STOXX banking index lost 5.8% to shed 3.78% during Friday’s trading session to come up with a total loss of 9.58% within only two days. We are actually seeing the biggest decline happen since the Ukraine conflict breakout back on March 22.
Other major financial institutions, such as Credit Suisse Group AG, are experiencing largest all-time drops. Additionally, Commerzbank AG reported having over 12% losses. US-based banks also follow the negative fallout featuring Bank of America losing 3.7% during the pre-market trading session.
Smaller lenders and financial institutions are put under the biggest pressure. First Republic Bank and PacWest experienced a decline of around 60% and 40% respectively.
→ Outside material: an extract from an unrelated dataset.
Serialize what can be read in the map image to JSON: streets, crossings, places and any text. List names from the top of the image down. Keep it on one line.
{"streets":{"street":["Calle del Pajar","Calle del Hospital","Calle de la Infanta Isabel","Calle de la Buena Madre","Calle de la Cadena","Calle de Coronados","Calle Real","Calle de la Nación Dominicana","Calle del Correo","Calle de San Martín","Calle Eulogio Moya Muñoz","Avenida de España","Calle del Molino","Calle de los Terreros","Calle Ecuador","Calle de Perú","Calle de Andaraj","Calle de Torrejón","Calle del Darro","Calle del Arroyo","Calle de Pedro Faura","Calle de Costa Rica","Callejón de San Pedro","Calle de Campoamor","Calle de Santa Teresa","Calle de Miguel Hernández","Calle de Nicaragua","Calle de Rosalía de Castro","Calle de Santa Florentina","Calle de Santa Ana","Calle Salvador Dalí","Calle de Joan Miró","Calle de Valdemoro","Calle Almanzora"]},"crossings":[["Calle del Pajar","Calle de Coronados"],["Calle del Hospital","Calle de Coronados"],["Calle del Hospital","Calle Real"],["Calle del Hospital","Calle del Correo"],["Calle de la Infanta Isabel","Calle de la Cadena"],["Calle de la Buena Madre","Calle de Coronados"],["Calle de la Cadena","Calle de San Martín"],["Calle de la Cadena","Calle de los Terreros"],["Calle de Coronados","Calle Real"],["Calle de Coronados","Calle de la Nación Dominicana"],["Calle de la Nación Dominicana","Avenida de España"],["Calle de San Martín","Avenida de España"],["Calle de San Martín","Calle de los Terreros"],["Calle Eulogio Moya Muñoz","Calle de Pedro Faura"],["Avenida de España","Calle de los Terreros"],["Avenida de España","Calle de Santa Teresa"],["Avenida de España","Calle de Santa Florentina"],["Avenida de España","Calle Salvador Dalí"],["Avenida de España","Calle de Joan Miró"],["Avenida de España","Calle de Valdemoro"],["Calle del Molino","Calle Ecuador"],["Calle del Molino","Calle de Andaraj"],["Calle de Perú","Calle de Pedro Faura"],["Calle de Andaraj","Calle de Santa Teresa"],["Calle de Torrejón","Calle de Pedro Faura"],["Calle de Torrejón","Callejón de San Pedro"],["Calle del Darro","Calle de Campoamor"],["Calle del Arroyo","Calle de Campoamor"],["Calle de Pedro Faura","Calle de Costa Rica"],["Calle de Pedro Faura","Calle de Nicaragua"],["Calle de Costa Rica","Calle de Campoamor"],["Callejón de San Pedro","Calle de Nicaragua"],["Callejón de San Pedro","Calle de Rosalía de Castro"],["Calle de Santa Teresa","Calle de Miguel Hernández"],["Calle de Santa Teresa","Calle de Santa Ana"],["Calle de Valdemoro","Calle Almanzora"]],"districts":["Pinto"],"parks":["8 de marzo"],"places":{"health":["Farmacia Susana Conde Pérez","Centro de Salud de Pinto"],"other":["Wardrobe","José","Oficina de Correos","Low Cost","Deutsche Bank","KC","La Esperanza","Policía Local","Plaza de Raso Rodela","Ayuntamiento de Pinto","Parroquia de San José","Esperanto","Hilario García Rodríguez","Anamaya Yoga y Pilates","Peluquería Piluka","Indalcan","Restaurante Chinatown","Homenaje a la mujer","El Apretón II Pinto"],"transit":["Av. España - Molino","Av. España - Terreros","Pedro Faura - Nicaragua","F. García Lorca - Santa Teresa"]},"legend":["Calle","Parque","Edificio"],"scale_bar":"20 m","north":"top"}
Silicon Valley Bank was the first to launch the domino effect on US banking after its sensational shutdown. It appeared to be the biggest banking failure since 2008 when clients had to draw out their dividends.
Followed by the SVB shutdown, the Signature Bank collapse triggered an even higher level of uncertainty. Bank regulators had nothing to do but appoint the Federal Deposit Insurance Corporation to protect deposits and become the bank’s asset receiver.
All these events stressed the US economy which has always been a signature of the safe and reliable banking system. The government took specific steps to provide SVB clients access to their funds.
May the trading luck be with you!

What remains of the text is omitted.